Dual-Engine Approach

Engine Strengths Weaknesses
docling Structural analysis for headings, formulas, and algorithmic blocks May skip some paragraphs
markitdown Extracts more raw text in difficult PDFs Can turn formulas into table-like artifacts

The default mode, dual, uses Docling output as the structural backbone and fills missing paragraphs from markitdown output through fingerprint matching. Table artifacts and short fragments are filtered automatically.

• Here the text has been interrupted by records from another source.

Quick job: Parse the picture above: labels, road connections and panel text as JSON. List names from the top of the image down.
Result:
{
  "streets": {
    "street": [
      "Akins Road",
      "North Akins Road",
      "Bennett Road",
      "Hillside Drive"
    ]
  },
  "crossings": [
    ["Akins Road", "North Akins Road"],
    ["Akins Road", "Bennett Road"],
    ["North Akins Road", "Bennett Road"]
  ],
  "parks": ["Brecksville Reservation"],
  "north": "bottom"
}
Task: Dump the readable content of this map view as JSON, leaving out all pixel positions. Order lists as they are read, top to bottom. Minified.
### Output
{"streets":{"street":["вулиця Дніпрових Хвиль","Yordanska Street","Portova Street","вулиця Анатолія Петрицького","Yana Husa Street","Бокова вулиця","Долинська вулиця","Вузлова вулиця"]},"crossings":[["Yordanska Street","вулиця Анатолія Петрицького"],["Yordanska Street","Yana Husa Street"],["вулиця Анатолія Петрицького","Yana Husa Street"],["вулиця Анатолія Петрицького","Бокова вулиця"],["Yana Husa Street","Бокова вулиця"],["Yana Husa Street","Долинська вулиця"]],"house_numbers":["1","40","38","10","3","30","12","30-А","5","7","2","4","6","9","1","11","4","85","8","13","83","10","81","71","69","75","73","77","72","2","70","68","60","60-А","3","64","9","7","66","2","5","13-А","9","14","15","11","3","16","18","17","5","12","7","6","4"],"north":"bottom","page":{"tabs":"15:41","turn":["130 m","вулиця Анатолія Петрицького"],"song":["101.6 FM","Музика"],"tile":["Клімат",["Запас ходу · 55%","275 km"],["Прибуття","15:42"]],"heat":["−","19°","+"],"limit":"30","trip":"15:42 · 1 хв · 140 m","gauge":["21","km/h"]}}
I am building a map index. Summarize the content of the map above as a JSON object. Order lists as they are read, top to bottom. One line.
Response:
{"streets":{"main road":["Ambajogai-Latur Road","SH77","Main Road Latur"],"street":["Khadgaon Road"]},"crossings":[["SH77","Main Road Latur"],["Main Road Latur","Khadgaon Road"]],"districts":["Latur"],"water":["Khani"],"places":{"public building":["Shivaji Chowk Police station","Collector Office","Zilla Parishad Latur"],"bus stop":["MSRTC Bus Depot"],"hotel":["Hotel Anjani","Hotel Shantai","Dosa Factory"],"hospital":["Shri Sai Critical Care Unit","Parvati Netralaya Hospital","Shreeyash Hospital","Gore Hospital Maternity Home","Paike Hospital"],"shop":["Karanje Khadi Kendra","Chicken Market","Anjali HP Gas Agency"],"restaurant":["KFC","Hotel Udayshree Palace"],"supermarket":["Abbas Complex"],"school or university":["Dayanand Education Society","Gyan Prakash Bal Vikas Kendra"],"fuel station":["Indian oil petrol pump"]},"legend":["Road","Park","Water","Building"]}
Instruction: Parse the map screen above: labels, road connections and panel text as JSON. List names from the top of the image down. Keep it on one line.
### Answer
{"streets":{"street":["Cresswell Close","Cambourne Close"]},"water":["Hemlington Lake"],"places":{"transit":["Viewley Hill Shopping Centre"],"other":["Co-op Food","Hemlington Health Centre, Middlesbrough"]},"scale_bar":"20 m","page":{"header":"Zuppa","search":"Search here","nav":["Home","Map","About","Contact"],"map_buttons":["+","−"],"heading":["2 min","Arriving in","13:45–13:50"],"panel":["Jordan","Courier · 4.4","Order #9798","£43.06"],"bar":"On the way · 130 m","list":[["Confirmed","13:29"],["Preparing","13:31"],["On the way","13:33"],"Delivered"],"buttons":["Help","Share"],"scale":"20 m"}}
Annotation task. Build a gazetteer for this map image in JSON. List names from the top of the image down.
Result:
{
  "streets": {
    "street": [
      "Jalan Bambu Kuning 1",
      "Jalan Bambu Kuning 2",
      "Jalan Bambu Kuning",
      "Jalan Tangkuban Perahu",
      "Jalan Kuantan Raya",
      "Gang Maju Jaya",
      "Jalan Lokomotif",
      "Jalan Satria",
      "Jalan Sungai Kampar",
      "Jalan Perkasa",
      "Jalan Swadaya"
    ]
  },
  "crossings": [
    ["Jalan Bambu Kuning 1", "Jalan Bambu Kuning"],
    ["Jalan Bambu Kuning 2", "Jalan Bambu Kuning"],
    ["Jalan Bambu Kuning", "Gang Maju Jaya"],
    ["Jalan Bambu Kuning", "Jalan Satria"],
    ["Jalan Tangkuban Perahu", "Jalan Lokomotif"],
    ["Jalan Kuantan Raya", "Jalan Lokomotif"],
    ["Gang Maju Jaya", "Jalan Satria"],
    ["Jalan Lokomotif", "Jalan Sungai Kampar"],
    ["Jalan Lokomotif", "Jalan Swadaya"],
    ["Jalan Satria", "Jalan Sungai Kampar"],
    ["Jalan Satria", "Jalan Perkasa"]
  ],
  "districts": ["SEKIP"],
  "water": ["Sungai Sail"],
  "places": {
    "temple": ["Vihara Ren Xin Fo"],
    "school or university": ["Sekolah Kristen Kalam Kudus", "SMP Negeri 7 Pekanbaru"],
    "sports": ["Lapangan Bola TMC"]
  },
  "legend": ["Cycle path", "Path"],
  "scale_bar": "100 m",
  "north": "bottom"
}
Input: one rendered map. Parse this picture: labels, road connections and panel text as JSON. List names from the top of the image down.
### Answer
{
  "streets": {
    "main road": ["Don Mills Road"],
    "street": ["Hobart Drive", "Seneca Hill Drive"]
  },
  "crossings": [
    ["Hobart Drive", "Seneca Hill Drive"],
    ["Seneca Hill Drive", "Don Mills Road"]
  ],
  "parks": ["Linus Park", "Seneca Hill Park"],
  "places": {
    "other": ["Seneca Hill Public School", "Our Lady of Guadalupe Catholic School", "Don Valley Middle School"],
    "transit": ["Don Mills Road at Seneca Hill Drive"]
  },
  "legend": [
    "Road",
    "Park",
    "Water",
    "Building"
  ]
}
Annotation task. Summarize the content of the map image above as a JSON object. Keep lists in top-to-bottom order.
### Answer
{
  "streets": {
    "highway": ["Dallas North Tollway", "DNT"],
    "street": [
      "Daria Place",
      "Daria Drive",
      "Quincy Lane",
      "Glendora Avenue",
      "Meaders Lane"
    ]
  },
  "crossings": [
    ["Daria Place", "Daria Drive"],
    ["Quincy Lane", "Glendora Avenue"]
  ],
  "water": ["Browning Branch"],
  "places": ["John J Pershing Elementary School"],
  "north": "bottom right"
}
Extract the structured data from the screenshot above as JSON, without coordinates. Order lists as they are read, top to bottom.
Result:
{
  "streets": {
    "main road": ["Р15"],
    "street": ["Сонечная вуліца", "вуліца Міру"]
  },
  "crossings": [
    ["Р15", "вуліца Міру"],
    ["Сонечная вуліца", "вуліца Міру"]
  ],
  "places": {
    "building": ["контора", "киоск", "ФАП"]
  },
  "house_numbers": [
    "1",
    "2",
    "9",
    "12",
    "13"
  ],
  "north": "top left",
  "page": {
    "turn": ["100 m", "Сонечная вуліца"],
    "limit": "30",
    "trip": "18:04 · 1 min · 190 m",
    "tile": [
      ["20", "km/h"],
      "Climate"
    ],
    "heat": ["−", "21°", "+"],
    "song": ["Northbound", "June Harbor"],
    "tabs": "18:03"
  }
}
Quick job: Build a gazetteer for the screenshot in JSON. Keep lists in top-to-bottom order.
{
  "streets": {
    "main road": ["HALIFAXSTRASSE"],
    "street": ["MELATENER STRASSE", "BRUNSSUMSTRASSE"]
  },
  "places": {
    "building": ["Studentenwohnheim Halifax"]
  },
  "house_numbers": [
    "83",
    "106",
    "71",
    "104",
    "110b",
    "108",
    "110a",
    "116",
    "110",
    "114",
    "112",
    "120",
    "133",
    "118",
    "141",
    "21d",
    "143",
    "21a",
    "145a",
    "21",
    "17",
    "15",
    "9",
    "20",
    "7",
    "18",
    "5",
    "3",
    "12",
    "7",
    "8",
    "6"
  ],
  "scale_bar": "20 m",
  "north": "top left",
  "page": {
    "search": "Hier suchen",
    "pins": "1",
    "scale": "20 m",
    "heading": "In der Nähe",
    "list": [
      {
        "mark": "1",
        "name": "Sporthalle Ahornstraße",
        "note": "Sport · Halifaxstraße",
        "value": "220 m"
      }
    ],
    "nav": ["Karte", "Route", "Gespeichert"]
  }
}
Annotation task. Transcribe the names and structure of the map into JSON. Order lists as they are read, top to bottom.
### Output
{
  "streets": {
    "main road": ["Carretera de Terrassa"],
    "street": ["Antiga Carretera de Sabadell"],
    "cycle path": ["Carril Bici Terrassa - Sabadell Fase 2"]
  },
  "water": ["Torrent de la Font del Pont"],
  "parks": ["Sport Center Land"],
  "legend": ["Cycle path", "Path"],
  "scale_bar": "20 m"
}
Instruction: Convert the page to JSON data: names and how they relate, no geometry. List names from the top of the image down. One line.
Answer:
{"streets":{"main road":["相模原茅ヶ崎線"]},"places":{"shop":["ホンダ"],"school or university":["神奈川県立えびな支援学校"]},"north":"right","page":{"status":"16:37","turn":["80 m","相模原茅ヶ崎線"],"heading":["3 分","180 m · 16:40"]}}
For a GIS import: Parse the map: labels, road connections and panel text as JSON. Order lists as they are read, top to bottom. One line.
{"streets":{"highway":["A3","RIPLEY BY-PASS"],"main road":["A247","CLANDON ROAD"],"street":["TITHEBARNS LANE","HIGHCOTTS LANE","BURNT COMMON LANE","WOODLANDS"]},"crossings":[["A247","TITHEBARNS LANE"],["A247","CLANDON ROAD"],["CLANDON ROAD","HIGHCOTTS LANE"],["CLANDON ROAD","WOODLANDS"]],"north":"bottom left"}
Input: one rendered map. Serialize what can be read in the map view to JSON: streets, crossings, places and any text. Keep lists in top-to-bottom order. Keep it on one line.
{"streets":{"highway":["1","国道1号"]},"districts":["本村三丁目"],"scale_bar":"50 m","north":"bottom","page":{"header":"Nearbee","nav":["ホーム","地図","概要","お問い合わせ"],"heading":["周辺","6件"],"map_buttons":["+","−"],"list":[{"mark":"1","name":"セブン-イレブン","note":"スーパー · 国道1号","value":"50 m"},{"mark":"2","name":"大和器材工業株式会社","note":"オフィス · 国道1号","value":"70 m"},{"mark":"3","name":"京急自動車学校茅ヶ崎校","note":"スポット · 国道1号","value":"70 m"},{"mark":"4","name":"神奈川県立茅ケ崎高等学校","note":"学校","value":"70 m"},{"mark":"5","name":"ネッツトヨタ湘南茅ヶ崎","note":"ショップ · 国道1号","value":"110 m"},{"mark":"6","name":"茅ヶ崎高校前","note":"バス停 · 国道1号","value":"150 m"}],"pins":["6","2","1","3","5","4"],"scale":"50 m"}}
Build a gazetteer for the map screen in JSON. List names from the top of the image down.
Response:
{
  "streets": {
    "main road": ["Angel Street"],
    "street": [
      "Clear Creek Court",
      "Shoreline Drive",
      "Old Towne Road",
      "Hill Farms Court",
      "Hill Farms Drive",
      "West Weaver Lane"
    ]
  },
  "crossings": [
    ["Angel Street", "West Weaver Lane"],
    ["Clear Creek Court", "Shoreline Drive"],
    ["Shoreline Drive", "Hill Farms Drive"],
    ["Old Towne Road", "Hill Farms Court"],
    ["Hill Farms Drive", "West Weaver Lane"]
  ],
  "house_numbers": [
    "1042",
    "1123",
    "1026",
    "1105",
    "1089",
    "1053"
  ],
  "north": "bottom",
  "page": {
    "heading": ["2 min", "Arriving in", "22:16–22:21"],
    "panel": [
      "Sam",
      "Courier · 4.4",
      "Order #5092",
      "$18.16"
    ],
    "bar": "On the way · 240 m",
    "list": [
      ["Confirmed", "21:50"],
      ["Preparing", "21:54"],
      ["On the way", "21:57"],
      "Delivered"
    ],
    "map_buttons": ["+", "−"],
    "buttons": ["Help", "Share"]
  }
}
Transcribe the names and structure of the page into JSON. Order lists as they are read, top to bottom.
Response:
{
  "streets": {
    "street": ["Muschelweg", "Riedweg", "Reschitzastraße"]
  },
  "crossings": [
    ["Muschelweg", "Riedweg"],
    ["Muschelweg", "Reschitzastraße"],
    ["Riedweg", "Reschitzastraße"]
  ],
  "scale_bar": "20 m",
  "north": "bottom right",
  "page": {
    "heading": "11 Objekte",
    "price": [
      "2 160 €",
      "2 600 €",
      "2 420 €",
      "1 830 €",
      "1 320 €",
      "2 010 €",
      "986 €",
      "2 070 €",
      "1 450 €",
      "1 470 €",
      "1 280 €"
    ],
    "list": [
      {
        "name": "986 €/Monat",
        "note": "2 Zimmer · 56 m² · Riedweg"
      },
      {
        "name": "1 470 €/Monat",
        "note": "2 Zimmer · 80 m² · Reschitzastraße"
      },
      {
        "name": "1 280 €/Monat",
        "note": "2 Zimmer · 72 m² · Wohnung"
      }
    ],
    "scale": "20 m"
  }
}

Migration from PhiniteLab PDF Pipeline

This release rebrands the public package and extension surfaces to CortexMark.

Old surface New surface
PyPI package phinitelab-pdf-pipeline PyPI package cortexmark
Python module phinitelab_pdf_pipeline Python module cortexmark
CLI command phinitelab-pdf-pipeline CLI command cortexmark
VS Code extension phinitelab-pdf-pipeline-vscode VS Code extension cortexmark-vscode
Session store .phinitelab-pdf-pipeline/ Session store .cortexmark/

Notes:

  • This is a breaking rename for public package, module, CLI, and extension IDs.
  • The VS Code extension now uses a new extension identity; existing users should install the new cortexmark-vscode package manually.
  • Existing workspace session data is read from the legacy .phinitelab-pdf-pipeline/sessions.json path and copied into .cortexmark/sessions.json automatically when needed.

Installation

Requirements

  • Python 3.11 or newer
  • Optional: Poppler and Tesseract for OCR and advanced PDF handling

Install with pip (lightweight, CPU-only)

The default installation is lightweight and does not include Docling, PyTorch, or any GPU/CUDA packages. It provides the markitdown conversion engine:

pip install git+https://github.com/PhiniteLab/pdf-to-markdown-pipeline.git

This is sufficient for running the pipeline with --engine markitdown.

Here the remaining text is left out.